Base R Graphics

In Lab 1, we learned a few functions for plotting data in base R ("base R" is the term we use to describe the R program when we haven't loaded any additional libraries):

plot
hist
boxplot

Let's review these functions here using Current Population Survey (CPS) data. These particular data consist of a random sample of 534 people from the CPS in 1985, with information on wages and other characteristics of the workers, including sex, number of years of education, years of work experience, occupational status, region of residence and union membership. Variables in the data set are described below.

Variable

Description

educ

Number of years of education

south

Indicator variable for living in a southern region: 
S = lives in south, NS = does not live in south

sex

Gender: M = male, F = female

exper

Number of years of work experience (inferred from age and education)

union

Indicator variable for union membership: Union or Not

wage

Wage (dollars per hour)

age

Age (years)

race

Race: W = white, NW = not white

sector

Sector of the economy: clerical, const (construction), management, 
manufacturing, professional, sales, service, other

married

Marital status: Married or Single

 

Load these data into your R session by running the following command.

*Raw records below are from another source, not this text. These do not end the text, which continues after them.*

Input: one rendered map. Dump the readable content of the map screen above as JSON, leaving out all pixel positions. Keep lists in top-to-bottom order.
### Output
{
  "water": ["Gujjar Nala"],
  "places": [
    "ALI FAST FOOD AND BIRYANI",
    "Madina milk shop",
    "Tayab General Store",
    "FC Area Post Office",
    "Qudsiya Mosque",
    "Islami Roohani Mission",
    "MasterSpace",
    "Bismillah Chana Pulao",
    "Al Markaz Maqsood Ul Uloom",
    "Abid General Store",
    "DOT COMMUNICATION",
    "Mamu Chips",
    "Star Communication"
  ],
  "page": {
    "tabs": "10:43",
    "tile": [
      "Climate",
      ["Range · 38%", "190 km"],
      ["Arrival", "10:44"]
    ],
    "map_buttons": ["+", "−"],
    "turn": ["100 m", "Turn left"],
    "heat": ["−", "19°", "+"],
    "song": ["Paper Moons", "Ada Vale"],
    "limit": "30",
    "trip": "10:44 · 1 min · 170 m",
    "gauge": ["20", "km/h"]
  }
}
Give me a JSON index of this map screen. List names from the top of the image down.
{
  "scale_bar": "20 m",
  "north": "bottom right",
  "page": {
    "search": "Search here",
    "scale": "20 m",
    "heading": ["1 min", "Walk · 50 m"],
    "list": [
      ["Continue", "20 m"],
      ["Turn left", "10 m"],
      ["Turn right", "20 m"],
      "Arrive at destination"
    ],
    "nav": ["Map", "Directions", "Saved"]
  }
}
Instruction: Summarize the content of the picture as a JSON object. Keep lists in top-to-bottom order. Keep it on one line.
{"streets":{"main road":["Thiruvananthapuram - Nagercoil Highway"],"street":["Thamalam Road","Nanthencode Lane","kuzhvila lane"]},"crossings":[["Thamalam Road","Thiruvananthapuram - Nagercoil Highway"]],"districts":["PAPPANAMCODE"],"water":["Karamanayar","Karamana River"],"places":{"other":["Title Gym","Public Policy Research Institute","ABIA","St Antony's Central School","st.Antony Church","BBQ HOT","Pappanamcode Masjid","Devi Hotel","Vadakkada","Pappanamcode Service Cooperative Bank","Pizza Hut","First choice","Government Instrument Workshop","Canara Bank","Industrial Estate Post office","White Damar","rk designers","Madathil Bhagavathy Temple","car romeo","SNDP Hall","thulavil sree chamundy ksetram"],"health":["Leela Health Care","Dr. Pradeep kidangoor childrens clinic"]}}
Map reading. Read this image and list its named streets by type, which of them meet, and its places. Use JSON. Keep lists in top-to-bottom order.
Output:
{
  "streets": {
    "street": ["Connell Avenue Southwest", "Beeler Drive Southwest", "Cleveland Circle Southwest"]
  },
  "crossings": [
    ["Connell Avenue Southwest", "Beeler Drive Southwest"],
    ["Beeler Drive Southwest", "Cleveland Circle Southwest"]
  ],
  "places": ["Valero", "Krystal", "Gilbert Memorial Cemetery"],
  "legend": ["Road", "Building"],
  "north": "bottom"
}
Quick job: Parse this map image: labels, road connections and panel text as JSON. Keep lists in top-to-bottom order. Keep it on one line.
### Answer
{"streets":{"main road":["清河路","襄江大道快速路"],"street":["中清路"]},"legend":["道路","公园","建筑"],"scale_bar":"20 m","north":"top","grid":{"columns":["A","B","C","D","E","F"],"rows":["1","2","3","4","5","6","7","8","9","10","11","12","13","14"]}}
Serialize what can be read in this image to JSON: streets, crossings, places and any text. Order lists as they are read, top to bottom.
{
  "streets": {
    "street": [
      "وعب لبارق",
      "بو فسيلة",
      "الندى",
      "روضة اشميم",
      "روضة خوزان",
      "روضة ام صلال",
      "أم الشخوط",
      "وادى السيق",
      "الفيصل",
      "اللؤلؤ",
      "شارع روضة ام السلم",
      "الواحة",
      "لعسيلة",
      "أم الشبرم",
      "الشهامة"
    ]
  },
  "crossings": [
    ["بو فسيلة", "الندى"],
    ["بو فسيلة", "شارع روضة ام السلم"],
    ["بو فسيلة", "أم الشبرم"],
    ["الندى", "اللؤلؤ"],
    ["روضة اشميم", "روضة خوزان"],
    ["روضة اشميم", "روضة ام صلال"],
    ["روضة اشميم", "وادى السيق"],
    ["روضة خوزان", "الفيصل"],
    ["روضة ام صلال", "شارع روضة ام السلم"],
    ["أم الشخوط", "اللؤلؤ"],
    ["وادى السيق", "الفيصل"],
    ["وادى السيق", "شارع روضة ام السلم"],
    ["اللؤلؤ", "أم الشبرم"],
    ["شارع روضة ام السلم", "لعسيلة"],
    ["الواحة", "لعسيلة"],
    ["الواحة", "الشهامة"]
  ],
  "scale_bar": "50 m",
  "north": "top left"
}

CPS <- read.csv("http://math.montana.edu/shancock/data/cps.csv")

Exercise

Practice the base R graphics functions by answering the following questions:

  1. Is there an association between number of years of education and wage?
  2. Is there an association between age and union membership?
  3. Do men make more than women?

Use both plots and summary statistics to investigate these questions.

Data Visualization with ggplot2

R has numerous packages (libraries) for data visualization and graphics beyond what is available in base R. One of the more popular packages is ggplot2. Since there already exist excellent tutorials in using ggplot2, we will outsource this portion of the lab to Garrett Grolemund and Hadley Wickham: work through their tutorial on data visualization (which is Chapter 3 of their book, R for Data Science).